Upgrading stormwater, water and sewer systems is a pressing priority for the City. However, these projects have become overly complex and have experienced significant challenges (e.g. Indian Creek). Most recently, the Palm-Hibiscus Project has been frozen for approximately one year and residents reported that 25+ Palm Island properties now below street level flooded during a recent storm. The Office of Inspector General is currently completing an investigation of problems on the Palm-Hibiscus Project and has also conducted interviews related to the West Ave Project.
The City Administration presented a draft West Avenue Harmonization policy to the Land Use and Sustainability Committee on May 6th, 2020 (attached). Residents have raised specific concerns (also attached) and over 150 participated in a City meeting on May 20th, 2020 to discuss this issue.
Given recent history and the need to move expeditiously, the Commission should discuss guiding principles, potential risks and inequities with the current draft policy. To illustrate, following is a realistic scenario if the current approach and policy is not dramatically modified:
Unfair Scenario to Avoid
- Roads are raised to 3.7' NAVD where there is currently no documented or real street/ property flooding
- Residents are unaware that properties previously not flooding may be at greater risk to flooding during/after construction due to road raising.
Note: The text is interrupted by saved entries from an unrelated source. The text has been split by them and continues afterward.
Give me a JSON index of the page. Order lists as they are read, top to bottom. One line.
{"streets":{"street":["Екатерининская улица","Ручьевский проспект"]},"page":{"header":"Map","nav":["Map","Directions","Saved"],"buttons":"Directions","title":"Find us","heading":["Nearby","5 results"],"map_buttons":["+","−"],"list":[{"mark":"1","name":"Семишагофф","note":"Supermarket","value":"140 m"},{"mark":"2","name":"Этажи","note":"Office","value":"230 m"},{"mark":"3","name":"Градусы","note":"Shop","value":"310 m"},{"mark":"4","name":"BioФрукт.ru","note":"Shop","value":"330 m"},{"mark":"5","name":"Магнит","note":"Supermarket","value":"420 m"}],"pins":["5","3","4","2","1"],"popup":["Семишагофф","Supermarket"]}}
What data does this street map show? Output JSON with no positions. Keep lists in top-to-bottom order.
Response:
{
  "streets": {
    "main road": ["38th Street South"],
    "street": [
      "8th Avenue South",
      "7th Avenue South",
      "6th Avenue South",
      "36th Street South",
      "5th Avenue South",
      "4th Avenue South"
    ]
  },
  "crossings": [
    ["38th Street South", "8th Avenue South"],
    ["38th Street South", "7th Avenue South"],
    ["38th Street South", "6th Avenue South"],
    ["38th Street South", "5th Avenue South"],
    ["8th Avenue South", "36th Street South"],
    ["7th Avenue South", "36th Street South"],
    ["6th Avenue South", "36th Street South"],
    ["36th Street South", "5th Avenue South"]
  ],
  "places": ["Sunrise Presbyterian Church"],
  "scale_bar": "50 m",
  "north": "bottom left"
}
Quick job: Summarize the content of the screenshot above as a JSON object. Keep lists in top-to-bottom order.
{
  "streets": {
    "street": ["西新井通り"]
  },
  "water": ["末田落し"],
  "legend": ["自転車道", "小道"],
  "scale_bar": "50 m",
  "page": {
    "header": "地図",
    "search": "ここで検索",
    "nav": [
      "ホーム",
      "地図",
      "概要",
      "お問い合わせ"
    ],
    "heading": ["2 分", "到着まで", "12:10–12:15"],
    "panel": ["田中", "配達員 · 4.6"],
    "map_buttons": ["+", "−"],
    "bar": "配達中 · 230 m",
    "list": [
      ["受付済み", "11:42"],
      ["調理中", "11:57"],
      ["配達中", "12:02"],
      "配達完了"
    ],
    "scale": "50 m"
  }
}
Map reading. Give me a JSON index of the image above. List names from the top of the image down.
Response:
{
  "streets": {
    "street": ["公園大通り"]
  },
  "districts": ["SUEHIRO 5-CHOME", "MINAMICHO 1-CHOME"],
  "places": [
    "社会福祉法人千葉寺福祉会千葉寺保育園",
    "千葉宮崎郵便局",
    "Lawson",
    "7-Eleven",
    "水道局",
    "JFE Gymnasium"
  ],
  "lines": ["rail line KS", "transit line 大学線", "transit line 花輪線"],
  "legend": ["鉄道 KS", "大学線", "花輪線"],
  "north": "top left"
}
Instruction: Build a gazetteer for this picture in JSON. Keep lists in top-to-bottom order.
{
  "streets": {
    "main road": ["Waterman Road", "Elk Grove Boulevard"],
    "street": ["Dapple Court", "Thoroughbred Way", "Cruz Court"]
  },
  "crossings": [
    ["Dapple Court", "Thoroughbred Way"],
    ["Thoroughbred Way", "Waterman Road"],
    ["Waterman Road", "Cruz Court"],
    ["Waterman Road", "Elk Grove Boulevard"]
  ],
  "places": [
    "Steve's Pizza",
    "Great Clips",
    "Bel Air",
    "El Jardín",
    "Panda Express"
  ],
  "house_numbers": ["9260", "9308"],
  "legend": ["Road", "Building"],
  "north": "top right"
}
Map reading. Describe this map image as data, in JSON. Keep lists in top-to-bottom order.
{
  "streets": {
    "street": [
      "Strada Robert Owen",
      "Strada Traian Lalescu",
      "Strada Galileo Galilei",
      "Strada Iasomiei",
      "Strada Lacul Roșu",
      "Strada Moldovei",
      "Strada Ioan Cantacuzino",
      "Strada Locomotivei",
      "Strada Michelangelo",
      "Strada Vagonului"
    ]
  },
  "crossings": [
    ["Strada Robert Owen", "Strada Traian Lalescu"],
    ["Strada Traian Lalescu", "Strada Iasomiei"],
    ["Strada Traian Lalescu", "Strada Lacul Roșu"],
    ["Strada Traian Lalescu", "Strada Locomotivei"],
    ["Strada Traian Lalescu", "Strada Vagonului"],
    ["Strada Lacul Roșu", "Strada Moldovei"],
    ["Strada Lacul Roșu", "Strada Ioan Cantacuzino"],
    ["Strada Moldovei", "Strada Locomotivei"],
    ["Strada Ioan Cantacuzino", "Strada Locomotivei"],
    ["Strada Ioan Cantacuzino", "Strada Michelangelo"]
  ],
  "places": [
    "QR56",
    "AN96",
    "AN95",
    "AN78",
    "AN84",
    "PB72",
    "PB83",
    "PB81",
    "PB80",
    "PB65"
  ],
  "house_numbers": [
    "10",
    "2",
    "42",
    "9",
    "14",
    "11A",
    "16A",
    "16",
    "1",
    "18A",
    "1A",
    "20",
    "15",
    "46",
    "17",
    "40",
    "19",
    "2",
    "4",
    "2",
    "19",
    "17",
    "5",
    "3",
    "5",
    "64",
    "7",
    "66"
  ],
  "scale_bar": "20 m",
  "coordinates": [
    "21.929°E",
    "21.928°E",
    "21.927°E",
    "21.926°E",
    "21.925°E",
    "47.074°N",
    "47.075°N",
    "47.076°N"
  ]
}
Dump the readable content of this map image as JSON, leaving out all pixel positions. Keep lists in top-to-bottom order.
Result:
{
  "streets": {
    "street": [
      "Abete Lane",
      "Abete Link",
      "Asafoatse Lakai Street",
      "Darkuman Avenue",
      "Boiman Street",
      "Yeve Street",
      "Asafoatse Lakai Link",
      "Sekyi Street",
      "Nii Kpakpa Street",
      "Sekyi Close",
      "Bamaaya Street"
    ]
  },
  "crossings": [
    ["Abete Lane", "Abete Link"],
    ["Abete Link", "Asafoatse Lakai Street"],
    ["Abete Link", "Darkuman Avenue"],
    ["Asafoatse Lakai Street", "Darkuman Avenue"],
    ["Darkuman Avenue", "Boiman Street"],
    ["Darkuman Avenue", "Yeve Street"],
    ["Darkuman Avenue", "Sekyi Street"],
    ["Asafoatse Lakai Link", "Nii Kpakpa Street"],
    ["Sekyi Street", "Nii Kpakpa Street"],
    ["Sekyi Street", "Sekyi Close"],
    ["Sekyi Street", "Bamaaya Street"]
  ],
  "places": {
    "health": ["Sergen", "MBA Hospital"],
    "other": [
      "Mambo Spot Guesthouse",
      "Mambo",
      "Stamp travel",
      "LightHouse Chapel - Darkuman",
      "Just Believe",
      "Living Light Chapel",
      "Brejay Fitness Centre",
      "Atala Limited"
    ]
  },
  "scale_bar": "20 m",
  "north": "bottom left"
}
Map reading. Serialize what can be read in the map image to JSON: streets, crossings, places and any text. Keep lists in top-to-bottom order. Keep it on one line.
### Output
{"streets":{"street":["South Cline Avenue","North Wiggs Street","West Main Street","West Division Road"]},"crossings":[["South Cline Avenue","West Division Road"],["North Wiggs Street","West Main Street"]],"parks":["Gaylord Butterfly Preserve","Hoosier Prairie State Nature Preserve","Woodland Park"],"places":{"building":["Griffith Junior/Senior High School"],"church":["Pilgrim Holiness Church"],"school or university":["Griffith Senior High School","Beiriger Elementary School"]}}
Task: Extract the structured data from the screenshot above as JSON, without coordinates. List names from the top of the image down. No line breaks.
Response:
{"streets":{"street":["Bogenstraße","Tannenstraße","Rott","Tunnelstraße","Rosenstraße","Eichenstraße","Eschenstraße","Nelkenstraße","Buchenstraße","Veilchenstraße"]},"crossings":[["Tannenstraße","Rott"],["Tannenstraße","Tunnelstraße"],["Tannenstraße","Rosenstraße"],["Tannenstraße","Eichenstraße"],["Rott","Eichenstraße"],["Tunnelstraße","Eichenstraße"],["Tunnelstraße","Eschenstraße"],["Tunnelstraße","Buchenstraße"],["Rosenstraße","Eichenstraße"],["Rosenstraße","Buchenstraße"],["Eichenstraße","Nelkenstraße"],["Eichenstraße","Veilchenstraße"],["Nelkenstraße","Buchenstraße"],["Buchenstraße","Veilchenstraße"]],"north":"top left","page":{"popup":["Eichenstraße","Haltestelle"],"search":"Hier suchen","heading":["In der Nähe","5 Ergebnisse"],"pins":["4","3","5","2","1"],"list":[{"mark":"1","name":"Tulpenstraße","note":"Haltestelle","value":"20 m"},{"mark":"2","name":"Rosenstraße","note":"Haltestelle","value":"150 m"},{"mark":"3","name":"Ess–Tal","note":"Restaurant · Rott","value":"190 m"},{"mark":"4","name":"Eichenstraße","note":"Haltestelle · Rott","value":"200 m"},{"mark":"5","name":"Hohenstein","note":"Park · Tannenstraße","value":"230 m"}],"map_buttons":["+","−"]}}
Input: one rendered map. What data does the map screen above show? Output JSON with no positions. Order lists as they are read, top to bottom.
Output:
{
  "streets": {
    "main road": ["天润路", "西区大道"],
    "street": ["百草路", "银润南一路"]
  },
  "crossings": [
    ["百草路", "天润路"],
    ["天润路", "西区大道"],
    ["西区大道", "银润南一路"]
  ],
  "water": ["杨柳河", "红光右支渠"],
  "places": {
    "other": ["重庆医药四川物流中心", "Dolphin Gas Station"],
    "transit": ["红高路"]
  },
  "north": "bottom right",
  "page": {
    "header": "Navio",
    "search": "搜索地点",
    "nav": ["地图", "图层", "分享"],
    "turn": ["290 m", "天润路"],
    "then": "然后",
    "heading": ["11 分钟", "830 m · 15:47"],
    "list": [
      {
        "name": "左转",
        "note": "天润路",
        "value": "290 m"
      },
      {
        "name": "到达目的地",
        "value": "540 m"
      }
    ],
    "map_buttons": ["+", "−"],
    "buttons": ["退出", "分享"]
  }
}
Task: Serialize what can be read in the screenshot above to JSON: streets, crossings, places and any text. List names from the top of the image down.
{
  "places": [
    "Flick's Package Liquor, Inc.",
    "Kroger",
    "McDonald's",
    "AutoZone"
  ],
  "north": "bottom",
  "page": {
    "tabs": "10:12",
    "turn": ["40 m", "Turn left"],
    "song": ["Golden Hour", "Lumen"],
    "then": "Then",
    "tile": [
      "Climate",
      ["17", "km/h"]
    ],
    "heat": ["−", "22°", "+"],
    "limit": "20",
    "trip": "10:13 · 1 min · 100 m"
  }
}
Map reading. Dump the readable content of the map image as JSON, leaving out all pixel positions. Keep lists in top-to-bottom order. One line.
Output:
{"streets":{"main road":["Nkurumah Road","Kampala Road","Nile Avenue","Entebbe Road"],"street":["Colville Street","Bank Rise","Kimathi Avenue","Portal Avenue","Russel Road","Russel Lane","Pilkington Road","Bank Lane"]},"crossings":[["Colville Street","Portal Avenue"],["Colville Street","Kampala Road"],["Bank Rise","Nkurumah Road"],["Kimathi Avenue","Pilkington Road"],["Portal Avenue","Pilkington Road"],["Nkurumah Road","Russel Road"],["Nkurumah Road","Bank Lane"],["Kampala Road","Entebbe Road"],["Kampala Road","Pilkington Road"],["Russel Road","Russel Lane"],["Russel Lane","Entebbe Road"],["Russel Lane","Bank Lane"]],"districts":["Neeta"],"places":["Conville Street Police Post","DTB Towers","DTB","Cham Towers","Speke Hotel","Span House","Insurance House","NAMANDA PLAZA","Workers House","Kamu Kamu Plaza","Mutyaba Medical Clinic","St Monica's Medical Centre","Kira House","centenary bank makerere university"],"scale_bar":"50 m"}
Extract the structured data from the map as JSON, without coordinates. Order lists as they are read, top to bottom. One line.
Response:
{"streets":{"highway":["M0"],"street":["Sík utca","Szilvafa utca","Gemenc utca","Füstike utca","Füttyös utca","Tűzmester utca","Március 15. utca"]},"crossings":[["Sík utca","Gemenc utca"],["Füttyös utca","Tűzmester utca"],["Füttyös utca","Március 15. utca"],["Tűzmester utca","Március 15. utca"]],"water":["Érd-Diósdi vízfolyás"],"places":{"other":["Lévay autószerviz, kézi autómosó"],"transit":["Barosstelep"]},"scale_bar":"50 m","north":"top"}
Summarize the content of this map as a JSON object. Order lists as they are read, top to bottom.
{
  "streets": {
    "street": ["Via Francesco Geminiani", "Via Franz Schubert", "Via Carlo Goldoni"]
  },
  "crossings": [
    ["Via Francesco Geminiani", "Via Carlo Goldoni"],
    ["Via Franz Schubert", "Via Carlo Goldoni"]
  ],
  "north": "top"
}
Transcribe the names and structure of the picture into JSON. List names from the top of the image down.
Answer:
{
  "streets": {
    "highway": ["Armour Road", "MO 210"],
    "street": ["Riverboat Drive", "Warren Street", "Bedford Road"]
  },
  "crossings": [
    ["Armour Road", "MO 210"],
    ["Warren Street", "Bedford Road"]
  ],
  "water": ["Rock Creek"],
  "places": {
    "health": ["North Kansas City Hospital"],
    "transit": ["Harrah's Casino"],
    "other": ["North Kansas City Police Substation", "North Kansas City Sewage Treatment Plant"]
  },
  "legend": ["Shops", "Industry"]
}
The City has no study that indicates differently
- Buildings and residents receive no official public notice to discuss specific harmonization impacts or their obligations
- Numerous buildings lack the capacity to retain the 1.5 in. water depth required on their properties
- Some residents (like on Palm-Hibiscus) will not sign the City harmonization agreement
- The City will harmonize on private properties causing damages/ changes to residents’ fences, landscaping, pavements, water service lines, pipe connections, etc.
- Residents will bear these financial burdens during a recession, requiring dozens of buildings to hire their own engineers/contractors and persevere through the City and County DERM permitting processes
- The project will continue to drag on much longer than anticipated
- The City spends $100M+ of taxpayer money while residents spend millions (in total) on their properties and endure a painful process without real satisfaction
Given the recent pattern of challenges in our Neighborhood projects, today’s discussion should focus on what should be done differently including road raising/ flooding risks, financial responsibilities, assisting residents (eg. "concierge permitting") and transparency.